● **PROBLEM DESCRIPTION**
Which lines come from the start of the records through the line that holds "width:22px; height:22px; translate:-50%"? Write them out word for word.

● **Stored data entries**
= = =
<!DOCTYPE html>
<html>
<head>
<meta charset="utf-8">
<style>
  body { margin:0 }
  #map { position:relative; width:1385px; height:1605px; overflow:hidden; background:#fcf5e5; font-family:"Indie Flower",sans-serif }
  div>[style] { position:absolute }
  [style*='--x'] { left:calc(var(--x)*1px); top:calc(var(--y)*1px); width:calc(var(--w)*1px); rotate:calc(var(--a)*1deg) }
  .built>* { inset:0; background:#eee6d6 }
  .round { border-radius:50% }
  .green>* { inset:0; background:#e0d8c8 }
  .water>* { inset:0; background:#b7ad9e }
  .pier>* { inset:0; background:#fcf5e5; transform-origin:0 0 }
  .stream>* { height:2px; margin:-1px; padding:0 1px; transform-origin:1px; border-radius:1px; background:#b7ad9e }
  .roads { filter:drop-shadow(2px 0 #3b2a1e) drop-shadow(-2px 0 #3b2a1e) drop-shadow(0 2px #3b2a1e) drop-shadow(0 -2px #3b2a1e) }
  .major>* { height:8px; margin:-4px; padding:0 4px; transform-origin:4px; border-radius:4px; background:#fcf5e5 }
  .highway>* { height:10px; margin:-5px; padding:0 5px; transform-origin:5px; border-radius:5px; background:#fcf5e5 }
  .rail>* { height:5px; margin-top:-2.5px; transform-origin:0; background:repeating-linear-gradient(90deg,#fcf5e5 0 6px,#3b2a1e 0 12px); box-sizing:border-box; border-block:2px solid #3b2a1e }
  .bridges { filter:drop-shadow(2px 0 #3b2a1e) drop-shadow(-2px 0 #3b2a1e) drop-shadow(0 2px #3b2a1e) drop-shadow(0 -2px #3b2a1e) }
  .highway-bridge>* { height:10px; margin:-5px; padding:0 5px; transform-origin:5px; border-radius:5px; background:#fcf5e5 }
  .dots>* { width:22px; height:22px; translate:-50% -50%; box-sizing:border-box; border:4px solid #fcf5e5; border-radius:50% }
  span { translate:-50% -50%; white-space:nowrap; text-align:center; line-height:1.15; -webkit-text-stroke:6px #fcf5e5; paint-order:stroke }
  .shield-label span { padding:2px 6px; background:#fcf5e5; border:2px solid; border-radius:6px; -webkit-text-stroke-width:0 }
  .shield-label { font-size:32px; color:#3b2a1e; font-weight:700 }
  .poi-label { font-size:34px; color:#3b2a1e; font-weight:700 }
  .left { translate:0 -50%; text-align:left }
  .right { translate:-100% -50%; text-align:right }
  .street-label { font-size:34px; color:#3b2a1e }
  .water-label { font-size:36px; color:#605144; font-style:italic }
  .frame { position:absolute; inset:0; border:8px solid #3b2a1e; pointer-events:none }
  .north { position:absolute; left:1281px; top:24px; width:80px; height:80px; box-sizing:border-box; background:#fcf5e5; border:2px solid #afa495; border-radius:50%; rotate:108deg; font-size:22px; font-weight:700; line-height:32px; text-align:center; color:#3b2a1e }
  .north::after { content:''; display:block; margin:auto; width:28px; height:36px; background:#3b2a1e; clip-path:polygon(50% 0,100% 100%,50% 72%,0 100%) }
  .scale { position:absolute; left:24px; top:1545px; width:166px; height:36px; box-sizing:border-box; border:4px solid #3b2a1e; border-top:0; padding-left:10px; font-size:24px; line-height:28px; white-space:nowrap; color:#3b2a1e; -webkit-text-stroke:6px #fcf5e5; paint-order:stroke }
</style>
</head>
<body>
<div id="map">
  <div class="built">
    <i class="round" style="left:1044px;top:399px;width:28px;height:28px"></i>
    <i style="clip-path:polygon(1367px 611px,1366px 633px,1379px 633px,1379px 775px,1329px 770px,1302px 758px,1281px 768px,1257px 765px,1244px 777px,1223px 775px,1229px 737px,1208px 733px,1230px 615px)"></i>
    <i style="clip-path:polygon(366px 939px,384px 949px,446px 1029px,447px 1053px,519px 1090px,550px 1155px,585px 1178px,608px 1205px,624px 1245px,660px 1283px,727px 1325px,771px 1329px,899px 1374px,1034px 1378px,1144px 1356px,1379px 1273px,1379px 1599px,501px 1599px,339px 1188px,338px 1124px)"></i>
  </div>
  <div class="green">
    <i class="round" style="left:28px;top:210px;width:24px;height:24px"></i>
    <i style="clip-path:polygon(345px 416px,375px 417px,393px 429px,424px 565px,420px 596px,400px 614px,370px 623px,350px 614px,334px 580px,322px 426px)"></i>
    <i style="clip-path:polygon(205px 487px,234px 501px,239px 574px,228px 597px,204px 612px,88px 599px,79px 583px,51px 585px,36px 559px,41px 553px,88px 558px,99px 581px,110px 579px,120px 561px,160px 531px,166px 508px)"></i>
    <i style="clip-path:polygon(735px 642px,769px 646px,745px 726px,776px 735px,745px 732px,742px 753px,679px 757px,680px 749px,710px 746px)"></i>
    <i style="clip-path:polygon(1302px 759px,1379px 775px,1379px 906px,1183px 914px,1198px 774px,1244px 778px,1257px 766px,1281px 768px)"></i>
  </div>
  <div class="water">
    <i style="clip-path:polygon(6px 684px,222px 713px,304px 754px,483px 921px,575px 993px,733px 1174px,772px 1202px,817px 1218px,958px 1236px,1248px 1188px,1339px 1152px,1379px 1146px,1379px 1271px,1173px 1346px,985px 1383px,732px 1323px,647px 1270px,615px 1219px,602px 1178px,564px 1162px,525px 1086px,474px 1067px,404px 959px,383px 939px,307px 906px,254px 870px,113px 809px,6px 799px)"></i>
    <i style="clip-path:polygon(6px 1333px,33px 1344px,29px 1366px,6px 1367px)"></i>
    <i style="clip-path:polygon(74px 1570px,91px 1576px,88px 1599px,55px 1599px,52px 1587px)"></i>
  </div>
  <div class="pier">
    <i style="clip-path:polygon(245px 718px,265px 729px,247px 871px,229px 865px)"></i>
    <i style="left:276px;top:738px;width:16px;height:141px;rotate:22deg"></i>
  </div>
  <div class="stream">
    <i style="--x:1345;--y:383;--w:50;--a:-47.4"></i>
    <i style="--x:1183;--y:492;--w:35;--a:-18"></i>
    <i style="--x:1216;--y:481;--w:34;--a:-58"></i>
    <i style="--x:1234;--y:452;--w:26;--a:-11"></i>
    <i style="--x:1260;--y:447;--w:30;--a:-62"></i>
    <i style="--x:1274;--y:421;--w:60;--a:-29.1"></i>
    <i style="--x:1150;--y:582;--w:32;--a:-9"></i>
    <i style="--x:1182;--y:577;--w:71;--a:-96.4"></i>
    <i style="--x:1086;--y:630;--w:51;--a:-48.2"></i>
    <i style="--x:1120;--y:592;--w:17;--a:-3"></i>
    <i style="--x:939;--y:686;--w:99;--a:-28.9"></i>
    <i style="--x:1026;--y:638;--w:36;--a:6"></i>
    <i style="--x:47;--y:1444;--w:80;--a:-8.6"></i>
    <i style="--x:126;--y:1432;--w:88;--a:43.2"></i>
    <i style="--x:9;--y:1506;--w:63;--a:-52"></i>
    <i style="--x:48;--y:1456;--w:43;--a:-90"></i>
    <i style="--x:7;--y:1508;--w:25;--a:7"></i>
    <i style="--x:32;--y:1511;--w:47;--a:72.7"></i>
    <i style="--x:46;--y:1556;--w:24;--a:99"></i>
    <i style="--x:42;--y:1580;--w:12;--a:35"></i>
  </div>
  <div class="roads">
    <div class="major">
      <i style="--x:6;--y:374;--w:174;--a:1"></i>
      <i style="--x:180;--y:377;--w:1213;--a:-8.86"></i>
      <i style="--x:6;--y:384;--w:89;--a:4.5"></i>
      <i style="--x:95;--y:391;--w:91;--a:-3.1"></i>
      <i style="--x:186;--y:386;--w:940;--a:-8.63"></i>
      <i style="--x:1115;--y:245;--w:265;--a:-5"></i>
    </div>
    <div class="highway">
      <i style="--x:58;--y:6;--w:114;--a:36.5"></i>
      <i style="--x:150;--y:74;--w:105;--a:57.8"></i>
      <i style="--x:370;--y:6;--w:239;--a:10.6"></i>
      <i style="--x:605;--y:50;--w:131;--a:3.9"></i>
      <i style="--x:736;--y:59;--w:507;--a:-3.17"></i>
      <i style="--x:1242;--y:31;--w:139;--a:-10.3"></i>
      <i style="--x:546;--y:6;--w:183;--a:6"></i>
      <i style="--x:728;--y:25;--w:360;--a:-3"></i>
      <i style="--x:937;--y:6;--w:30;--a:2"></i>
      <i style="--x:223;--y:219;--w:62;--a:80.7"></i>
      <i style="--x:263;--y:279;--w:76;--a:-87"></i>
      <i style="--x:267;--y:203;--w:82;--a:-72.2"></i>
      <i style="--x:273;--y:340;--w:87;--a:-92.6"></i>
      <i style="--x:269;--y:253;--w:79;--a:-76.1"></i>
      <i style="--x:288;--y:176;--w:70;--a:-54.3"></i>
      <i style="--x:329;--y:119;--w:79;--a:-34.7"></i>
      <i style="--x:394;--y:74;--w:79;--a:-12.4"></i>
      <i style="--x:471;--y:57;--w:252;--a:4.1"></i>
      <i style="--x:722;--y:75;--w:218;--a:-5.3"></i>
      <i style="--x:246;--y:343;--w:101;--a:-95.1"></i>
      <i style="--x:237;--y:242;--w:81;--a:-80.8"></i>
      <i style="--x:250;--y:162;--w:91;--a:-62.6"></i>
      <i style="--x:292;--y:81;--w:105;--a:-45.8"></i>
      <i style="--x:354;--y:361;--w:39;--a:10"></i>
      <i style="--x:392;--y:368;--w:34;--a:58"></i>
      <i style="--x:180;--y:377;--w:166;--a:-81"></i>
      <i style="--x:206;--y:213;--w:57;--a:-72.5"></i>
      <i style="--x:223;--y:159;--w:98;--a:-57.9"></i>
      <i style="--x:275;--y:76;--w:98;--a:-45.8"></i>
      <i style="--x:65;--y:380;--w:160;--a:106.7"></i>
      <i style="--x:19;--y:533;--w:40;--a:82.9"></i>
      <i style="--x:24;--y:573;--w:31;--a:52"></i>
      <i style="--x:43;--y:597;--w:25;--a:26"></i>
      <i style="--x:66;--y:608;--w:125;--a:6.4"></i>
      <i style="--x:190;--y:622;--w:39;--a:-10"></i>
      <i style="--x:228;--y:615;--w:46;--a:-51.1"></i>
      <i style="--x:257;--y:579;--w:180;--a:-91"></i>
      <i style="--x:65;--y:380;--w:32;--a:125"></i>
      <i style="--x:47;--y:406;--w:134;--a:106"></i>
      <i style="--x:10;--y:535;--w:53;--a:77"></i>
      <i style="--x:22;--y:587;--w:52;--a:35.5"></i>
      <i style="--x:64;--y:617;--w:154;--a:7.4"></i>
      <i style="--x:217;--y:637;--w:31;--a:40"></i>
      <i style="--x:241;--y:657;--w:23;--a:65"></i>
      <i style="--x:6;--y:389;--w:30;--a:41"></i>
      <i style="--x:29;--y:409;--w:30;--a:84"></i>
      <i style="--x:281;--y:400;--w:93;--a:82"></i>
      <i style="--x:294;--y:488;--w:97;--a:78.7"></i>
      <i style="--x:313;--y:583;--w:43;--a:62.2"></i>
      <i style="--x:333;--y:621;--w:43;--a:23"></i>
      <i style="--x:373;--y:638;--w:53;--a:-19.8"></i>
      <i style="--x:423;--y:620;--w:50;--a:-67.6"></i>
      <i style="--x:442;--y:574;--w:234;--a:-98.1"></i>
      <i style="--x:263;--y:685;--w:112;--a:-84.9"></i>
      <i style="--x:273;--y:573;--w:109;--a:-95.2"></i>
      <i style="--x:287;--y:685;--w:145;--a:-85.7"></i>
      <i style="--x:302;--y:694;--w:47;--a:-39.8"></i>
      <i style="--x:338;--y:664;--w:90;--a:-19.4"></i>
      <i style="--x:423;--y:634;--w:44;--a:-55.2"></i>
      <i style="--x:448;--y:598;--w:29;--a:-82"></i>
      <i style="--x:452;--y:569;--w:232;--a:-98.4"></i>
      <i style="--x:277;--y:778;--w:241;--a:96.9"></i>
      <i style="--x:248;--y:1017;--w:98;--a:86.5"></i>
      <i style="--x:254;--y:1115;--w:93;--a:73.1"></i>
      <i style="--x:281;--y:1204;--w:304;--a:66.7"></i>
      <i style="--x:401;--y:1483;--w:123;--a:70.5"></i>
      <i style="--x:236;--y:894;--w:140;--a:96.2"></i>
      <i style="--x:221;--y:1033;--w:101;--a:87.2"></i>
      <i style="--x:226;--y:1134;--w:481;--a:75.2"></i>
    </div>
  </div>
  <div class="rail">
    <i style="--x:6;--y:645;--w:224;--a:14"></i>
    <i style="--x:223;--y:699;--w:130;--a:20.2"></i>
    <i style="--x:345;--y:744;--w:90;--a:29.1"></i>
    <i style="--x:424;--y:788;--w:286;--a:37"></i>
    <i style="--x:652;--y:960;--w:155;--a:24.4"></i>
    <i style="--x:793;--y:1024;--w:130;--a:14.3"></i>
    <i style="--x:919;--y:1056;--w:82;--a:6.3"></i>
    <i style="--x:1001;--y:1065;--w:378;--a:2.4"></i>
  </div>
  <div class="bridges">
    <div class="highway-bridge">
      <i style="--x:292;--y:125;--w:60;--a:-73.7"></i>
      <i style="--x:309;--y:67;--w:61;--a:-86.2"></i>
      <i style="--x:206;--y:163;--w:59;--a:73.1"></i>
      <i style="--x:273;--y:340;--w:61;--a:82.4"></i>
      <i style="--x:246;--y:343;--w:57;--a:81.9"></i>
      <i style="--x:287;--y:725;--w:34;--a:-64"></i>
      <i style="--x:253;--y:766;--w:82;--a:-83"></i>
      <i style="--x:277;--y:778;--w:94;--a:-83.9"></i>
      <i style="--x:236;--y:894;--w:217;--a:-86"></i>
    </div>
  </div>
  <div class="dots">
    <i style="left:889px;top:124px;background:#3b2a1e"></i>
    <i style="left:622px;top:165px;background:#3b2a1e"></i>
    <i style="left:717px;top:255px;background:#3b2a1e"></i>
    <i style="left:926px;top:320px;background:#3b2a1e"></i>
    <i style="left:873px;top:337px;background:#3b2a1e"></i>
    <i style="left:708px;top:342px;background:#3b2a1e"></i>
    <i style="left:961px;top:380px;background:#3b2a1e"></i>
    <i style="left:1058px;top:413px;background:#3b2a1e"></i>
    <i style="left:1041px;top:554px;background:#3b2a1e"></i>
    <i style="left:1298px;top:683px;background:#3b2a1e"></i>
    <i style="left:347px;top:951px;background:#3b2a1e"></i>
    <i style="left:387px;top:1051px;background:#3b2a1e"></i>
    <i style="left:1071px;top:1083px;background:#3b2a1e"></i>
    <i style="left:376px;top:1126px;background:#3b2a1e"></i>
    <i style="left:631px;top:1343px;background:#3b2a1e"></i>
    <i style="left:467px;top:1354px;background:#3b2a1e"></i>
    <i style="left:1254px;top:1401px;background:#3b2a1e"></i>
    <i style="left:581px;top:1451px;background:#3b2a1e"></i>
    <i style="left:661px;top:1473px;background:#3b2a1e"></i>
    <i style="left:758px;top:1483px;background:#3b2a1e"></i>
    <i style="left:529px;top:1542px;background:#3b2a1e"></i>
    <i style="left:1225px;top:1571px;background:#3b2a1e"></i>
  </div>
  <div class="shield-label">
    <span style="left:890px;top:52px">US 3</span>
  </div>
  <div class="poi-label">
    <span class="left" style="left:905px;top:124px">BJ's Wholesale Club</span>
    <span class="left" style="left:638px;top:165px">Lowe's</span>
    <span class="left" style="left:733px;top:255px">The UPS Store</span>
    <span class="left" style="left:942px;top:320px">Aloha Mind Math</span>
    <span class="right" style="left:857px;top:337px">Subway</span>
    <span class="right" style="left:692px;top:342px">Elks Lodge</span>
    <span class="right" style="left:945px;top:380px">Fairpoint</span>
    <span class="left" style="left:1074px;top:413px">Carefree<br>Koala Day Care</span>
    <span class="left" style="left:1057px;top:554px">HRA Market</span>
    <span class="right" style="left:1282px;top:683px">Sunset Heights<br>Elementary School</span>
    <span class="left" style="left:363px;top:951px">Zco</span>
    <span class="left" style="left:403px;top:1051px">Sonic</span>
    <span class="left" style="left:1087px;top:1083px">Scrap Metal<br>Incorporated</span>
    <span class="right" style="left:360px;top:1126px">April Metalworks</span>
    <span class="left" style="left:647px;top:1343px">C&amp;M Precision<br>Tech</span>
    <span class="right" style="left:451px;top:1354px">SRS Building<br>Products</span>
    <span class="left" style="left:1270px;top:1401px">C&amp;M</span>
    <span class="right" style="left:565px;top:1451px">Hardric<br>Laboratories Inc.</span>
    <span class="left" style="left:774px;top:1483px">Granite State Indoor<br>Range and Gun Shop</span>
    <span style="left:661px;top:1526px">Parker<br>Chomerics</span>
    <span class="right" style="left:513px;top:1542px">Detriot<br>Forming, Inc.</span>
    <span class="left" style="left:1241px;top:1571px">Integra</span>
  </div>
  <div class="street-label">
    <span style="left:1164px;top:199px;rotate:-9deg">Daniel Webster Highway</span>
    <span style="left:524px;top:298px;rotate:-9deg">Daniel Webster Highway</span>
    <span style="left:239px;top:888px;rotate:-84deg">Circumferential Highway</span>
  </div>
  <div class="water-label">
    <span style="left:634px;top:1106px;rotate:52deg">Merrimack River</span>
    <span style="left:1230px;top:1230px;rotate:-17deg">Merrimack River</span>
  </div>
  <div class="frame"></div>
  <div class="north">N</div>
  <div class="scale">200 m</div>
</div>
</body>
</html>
= = =
● **WRITTEN SOLUTION**
<!DOCTYPE html>
<html>
<head>
<meta charset="utf-8">
<style>
  body { margin:0 }
  #map { position:relative; width:1385px; height:1605px; overflow:hidden; background:#fcf5e5; font-family:"Indie Flower",sans-serif }
  div>[style] { position:absolute }
  [style*='--x'] { left:calc(var(--x)*1px); top:calc(var(--y)*1px); width:calc(var(--w)*1px); rotate:calc(var(--a)*1deg) }
  .built>* { inset:0; background:#eee6d6 }
  .round { border-radius:50% }
  .green>* { inset:0; background:#e0d8c8 }
  .water>* { inset:0; background:#b7ad9e }
  .pier>* { inset:0; background:#fcf5e5; transform-origin:0 0 }
  .stream>* { height:2px; margin:-1px; padding:0 1px; transform-origin:1px; border-radius:1px; background:#b7ad9e }
  .roads { filter:drop-shadow(2px 0 #3b2a1e) drop-shadow(-2px 0 #3b2a1e) drop-shadow(0 2px #3b2a1e) drop-shadow(0 -2px #3b2a1e) }
  .major>* { height:8px; margin:-4px; padding:0 4px; transform-origin:4px; border-radius:4px; background:#fcf5e5 }
  .highway>* { height:10px; margin:-5px; padding:0 5px; transform-origin:5px; border-radius:5px; background:#fcf5e5 }
  .rail>* { height:5px; margin-top:-2.5px; transform-origin:0; background:repeating-linear-gradient(90deg,#fcf5e5 0 6px,#3b2a1e 0 12px); box-sizing:border-box; border-block:2px solid #3b2a1e }
  .bridges { filter:drop-shadow(2px 0 #3b2a1e) drop-shadow(-2px 0 #3b2a1e) drop-shadow(0 2px #3b2a1e) drop-shadow(0 -2px #3b2a1e) }
  .highway-bridge>* { height:10px; margin:-5px; padding:0 5px; transform-origin:5px; border-radius:5px; background:#fcf5e5 }
  .dots>* { width:22px; height:22px; translate:-50% -50%; box-sizing:border-box; border:4px solid #fcf5e5; border-radius:50% }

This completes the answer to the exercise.